_Action item_:
Print every record word for word.

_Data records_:

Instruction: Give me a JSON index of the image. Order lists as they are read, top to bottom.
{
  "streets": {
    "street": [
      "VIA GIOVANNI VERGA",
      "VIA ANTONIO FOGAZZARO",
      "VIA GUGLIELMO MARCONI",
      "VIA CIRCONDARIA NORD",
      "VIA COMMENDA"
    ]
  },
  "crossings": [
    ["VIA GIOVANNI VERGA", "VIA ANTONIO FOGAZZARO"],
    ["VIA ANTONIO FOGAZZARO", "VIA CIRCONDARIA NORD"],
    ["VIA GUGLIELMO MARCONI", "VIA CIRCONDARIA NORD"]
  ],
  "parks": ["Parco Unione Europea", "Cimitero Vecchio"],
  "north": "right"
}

_Answer to the exercise_:
Instruction: Give me a JSON index of the image. Order lists as they are read, top to bottom.
{
  "streets": {
    "street": [
      "VIA GIOVANNI VERGA",
      "VIA ANTONIO FOGAZZARO",
      "VIA GUGLIELMO MARCONI",
      "VIA CIRCONDARIA NORD",
      "VIA COMMENDA"
    ]
  },
  "crossings": [
    ["VIA GIOVANNI VERGA", "VIA ANTONIO FOGAZZARO"],
    ["VIA ANTONIO FOGAZZARO", "VIA CIRCONDARIA NORD"],
    ["VIA GUGLIELMO MARCONI", "VIA CIRCONDARIA NORD"]
  ],
  "parks": ["Parco Unione Europea", "Cimitero Vecchio"],
  "north": "right"
}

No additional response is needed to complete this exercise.